──────── Input data
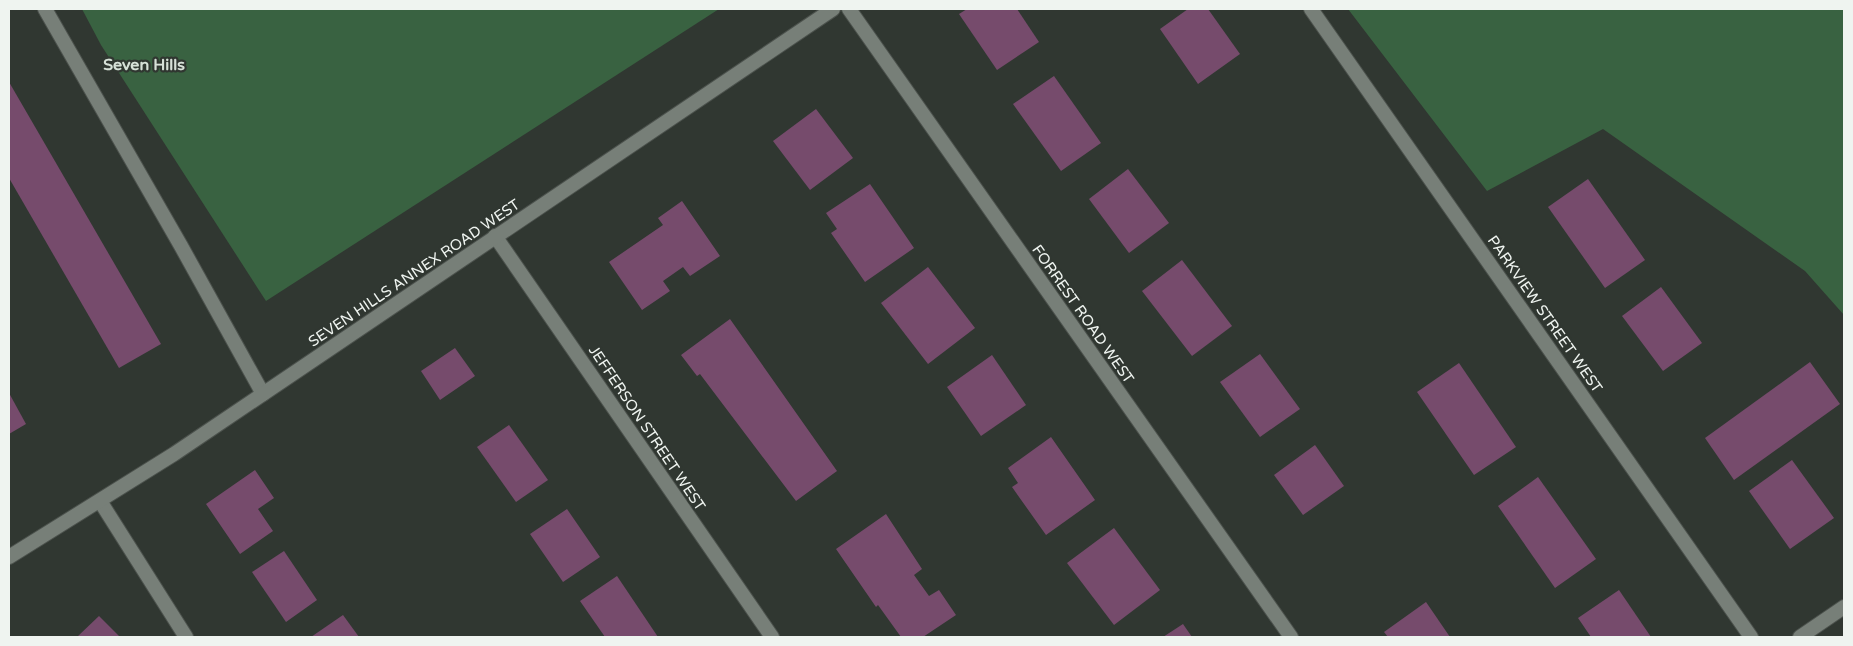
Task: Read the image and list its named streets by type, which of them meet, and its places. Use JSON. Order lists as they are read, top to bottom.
{
  "streets": {
    "street": [
      "SEVEN HILLS ANNEX ROAD WEST",
      "FORREST ROAD WEST",
      "PARKVIEW STREET WEST",
      "JEFFERSON STREET WEST"
    ]
  },
  "crossings": [
    ["SEVEN HILLS ANNEX ROAD WEST", "JEFFERSON STREET WEST"]
  ],
  "districts": ["Seven Hills"]
}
────────────────
◆ What to work on: From the material above, set down each entry exactly, but exclude the pictures.

◆ Problem solution:
Task: Read the image and list its named streets by type, which of them meet, and its places. Use JSON. Order lists as they are read, top to bottom.
{
  "streets": {
    "street": [
      "SEVEN HILLS ANNEX ROAD WEST",
      "FORREST ROAD WEST",
      "PARKVIEW STREET WEST",
      "JEFFERSON STREET WEST"
    ]
  },
  "crossings": [
    ["SEVEN HILLS ANNEX ROAD WEST", "JEFFERSON STREET WEST"]
  ],
  "districts": ["Seven Hills"]
}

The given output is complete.